Notas Soltas (2)
Uma malhada, cerca de 1920 |
Desde muito cedo que os poderes públicos, em Montijo, disciplinaram
a criação e matança de porcos, no
interior da vila.
A Postura 19.ª, publicada em 12 de Junho de 1837,
permitia que os porcos fossem criados, no interior da vila, mas «a pessoa, que quizer crear porcos, os deverá ter fechados,
sem os deixar divagar pelas ruas livremente.»
Porém, era livre a circulação das «varas de porcos,
que tranzitavam por esta villa, por motivo de commercio.»
Em 1839, o aditamento feito àquela postura, refere, pela
primeira vez, os «quintais de matança», que tinham
já adquirido importância económica.
Estatuía o parágrafo segundo, do art.º 1.º do
Aditamento à Postura 19.ª: «A disposição deste Artigo
não diz respeito às varas de porcos, que transitarem para embarque e quintais de matança.»
Por outro lado, o art.° 4.º do referido aditamento
determinava que «da data em diante fica expressa e
absolutamente proibido a toda a pessoa de qualquer classe ou hierarquia ter
porcos parados, ou expostos à venda em qualquer das praças, largos, ruas ou
travessas desta vila pois que se para o dito fim se acha destinado o terreno da
Vinha dos Frades da Graça no Corte Esteval.»

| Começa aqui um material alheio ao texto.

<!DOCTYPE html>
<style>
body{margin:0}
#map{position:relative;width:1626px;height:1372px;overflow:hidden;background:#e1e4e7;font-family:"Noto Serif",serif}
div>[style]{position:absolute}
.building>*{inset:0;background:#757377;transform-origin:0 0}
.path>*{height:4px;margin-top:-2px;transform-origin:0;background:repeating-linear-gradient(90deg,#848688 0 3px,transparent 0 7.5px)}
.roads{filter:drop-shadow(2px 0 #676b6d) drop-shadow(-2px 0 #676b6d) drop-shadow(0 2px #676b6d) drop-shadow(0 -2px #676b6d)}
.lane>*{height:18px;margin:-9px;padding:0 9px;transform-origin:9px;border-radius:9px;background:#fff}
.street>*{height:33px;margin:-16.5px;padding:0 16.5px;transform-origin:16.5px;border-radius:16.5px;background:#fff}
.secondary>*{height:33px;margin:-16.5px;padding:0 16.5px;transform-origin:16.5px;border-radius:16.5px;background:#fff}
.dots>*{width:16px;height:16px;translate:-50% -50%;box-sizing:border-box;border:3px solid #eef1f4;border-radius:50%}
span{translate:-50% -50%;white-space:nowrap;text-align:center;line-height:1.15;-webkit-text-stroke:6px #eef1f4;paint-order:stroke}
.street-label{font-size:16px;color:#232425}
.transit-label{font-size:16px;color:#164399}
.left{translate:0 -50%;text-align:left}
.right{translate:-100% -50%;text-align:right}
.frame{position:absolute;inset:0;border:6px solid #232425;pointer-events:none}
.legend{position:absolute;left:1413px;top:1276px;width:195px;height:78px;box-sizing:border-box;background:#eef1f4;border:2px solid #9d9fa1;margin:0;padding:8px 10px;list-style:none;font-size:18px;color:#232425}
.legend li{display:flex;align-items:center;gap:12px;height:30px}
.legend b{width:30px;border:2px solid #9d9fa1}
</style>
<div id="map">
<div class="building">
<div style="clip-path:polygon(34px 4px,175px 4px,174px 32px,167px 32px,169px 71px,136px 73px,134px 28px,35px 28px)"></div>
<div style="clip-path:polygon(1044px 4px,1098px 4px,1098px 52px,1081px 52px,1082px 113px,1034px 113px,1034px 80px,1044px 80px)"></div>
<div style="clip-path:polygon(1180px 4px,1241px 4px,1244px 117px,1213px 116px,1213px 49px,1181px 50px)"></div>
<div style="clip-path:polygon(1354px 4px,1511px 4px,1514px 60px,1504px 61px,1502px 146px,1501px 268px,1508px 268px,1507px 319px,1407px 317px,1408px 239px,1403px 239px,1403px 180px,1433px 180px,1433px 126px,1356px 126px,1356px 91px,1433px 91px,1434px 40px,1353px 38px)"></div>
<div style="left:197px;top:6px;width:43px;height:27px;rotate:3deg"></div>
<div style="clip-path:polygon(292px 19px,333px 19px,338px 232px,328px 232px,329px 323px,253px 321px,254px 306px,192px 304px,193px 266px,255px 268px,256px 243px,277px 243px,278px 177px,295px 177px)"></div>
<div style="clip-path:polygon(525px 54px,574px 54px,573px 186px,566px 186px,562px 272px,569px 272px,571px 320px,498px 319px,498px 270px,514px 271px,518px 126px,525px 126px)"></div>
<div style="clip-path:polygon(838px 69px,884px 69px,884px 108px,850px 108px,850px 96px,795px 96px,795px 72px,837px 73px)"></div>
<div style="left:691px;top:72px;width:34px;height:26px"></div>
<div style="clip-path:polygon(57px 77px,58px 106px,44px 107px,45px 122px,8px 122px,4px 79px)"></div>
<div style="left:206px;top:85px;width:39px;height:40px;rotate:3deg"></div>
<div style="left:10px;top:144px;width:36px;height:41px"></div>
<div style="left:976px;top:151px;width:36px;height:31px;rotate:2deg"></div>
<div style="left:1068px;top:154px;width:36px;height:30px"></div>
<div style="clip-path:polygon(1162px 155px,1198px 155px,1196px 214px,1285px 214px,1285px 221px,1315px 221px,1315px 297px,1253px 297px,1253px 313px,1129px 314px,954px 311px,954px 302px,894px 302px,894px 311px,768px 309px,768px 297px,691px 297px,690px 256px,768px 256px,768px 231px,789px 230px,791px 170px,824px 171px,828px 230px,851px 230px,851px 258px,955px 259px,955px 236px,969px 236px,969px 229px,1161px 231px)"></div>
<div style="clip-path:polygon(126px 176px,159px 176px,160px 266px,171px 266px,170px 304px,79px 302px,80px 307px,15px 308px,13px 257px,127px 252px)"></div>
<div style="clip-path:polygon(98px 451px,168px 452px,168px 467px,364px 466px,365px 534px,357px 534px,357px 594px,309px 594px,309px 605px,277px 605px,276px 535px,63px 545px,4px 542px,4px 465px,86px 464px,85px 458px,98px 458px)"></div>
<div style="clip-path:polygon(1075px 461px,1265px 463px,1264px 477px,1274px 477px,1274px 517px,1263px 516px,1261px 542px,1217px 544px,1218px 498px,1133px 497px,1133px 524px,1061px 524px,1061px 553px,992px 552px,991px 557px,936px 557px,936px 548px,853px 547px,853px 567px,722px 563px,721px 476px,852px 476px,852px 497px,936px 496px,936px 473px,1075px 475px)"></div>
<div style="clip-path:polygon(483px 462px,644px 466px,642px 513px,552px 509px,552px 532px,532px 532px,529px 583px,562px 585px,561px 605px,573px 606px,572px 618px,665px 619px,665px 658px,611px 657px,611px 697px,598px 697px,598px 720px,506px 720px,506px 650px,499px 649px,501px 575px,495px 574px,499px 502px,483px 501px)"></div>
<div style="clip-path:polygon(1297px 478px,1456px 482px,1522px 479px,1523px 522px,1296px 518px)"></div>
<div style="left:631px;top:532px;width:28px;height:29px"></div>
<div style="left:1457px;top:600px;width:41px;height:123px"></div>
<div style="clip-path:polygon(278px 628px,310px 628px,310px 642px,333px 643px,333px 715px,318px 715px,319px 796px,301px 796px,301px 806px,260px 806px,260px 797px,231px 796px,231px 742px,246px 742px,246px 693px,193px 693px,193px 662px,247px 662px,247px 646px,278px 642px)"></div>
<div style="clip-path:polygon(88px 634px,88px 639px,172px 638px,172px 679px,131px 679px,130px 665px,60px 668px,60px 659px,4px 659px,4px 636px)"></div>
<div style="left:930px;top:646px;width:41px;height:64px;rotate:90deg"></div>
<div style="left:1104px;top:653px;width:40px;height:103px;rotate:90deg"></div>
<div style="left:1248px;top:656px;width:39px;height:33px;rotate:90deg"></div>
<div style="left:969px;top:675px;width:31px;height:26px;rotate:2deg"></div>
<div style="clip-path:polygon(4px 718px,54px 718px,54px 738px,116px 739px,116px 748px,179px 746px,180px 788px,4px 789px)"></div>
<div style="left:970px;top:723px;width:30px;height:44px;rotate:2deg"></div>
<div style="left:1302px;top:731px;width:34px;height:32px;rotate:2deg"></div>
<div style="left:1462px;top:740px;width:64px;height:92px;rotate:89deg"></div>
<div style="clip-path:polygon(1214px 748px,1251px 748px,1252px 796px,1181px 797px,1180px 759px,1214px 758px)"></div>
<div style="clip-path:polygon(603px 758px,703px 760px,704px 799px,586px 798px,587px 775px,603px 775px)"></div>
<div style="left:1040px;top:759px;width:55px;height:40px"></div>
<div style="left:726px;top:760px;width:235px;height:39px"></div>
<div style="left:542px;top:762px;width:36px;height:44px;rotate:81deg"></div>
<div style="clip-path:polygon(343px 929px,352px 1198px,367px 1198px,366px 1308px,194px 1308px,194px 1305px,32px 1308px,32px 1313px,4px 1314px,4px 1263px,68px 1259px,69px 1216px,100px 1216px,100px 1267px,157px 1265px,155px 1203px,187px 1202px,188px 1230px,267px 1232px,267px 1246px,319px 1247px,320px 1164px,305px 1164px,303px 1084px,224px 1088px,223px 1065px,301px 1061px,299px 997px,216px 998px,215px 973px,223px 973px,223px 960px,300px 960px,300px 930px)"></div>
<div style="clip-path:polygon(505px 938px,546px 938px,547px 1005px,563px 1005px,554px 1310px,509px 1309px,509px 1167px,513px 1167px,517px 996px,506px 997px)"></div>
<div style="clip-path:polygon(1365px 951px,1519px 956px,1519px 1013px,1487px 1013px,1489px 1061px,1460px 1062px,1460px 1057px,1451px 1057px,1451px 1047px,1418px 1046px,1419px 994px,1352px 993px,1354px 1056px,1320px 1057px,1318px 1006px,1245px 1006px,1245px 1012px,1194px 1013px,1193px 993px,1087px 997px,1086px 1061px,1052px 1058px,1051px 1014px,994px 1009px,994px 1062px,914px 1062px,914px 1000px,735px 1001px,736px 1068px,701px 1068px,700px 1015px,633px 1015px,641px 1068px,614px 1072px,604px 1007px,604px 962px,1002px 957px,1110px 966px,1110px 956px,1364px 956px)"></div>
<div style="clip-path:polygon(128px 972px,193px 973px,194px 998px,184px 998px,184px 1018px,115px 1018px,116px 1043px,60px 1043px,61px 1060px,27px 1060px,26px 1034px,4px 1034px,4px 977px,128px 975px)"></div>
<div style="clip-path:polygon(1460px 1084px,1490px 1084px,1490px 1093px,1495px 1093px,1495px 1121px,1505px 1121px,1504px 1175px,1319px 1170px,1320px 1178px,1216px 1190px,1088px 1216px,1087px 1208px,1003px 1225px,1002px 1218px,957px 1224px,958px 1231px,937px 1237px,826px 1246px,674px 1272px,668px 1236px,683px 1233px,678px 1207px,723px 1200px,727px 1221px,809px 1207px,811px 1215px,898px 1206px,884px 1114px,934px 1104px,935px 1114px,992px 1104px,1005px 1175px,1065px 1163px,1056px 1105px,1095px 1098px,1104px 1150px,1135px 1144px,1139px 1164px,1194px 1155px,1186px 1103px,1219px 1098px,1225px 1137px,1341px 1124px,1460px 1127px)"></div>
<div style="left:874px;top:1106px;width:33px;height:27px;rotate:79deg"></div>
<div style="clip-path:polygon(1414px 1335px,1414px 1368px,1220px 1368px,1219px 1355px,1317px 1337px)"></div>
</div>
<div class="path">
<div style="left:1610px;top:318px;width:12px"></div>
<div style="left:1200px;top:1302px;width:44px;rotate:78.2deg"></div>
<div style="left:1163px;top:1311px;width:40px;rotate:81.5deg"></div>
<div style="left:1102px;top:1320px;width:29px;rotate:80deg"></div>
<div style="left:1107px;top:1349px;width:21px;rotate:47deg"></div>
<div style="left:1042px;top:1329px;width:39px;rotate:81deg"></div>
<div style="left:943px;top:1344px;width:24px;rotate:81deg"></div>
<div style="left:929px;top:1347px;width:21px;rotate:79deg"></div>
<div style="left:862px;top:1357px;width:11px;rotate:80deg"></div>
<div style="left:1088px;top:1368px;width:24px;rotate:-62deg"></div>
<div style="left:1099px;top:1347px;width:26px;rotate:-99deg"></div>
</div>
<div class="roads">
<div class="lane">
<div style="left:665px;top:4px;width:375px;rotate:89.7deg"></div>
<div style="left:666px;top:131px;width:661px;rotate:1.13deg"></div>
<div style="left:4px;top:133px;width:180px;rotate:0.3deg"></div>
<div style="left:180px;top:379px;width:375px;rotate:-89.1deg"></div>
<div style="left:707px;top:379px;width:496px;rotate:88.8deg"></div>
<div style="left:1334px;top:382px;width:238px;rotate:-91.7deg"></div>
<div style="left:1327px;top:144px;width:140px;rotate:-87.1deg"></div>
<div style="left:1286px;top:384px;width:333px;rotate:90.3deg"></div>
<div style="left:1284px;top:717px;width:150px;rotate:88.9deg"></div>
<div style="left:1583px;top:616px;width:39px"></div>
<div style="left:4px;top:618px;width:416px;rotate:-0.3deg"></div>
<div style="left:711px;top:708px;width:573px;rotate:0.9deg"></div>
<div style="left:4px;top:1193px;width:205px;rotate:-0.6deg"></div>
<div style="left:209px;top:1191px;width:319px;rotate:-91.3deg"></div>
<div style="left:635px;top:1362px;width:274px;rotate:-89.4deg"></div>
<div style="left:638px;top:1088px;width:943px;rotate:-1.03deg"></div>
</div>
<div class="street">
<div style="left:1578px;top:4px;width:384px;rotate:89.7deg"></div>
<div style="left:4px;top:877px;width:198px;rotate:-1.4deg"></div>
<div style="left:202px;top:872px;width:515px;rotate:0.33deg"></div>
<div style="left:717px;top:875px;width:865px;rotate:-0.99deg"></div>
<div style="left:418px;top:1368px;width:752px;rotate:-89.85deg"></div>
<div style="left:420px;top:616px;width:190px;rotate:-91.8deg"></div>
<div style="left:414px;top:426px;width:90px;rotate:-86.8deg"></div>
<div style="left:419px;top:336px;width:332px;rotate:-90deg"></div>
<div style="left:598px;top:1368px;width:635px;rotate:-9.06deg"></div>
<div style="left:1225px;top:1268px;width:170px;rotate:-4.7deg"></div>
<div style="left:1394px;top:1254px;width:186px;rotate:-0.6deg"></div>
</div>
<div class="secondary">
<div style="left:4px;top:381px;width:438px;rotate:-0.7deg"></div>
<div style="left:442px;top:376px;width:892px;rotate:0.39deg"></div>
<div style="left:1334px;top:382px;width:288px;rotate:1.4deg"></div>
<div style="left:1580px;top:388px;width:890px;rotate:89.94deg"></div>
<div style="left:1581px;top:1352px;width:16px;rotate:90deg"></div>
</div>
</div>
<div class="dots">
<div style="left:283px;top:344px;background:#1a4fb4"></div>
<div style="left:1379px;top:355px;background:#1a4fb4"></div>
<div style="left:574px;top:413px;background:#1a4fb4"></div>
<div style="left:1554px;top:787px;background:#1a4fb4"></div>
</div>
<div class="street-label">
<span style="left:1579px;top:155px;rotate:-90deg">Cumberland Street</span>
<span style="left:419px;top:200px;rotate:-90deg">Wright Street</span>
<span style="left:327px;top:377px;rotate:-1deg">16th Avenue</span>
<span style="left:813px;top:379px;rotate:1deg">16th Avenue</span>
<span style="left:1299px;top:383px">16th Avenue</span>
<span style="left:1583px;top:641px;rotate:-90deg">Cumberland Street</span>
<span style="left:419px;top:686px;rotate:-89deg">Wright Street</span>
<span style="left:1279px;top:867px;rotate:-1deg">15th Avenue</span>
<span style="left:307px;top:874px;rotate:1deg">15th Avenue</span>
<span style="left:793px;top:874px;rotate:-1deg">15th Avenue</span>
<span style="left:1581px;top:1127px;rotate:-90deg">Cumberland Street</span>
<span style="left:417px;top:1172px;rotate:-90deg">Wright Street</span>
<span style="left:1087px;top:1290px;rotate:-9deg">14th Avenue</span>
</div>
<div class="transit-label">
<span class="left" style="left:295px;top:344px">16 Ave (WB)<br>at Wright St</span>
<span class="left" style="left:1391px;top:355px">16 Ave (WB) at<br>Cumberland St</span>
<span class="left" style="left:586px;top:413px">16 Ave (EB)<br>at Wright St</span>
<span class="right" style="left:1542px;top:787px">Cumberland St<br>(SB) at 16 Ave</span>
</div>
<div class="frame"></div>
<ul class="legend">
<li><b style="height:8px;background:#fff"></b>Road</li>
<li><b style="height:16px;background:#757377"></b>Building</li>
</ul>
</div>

Cerca de trinta anos depois, o Administrador do
Concelho, pela Circular n.º 31, de 5 de Setembro de 1868, proibia a engorda de porcos no interior da vila e,
dez anos mais tarde, por Edital, alargava a proibição de «largar para as ruas e mais lugares públicos carneiros, ovelhas
e porcos.»
Em 2 de Julho de 1884, Dom João Pereira Coutinho, Administrador
do Concelho por Sua Majestade EI-Rei o Senhor Dom Luis Primeiro, determinava,
para salvaguardar a higiene e saúde públicas, que era
proibida a criação e engorda de gado suíno dentro da vila e suas proximidades e
a acumulação de estrumes e outras matérias nocivas à saúde quer em casas quer
em quintais, pátios, hortas e saguões.
Esta determinação foi acompanhada por outra que apontava
«o quintal denominado da praia pertencente a Francisco Freire Caria» para a
matança do gado suíno, em substituição do matadouro público, que não tinha as
condições necessárias.
Em 1888, o subdelegado de saúde escrevia ao
Administrador do Concelho informando-o que «se torna
necessário impedir que os chacineiros lancem para a rua o sangue dos porcos,
porções de vísceras e as águas que empregam na lavagem dos utensílios das suas
fábricas e que vêm carregadas de matérias orgânicas, que se corrompem e se
tomam focos de infecção.»
Outra medida de real importância para a saúde pública traduziu-se
na proibição da matança do gado suíno nos quintais da
vila, no período compreendido entre os meses de Agosto e Setembro, podendo ser
morto no matadouro público, seguindo outra recomendação do subdelegado
de saúde, que, em Agosto de 1894, protestava porque era «inconveniente que se faça chacina de porcos nesta localidade
e na actual estação, vista a facilidade com que as carnes corrompem e não
haver a plena certeza que na carne ensacada não vão germes prejudiciais à
saúde pública. Entendo pois que a chacina deve ser proibida na estação calmosa».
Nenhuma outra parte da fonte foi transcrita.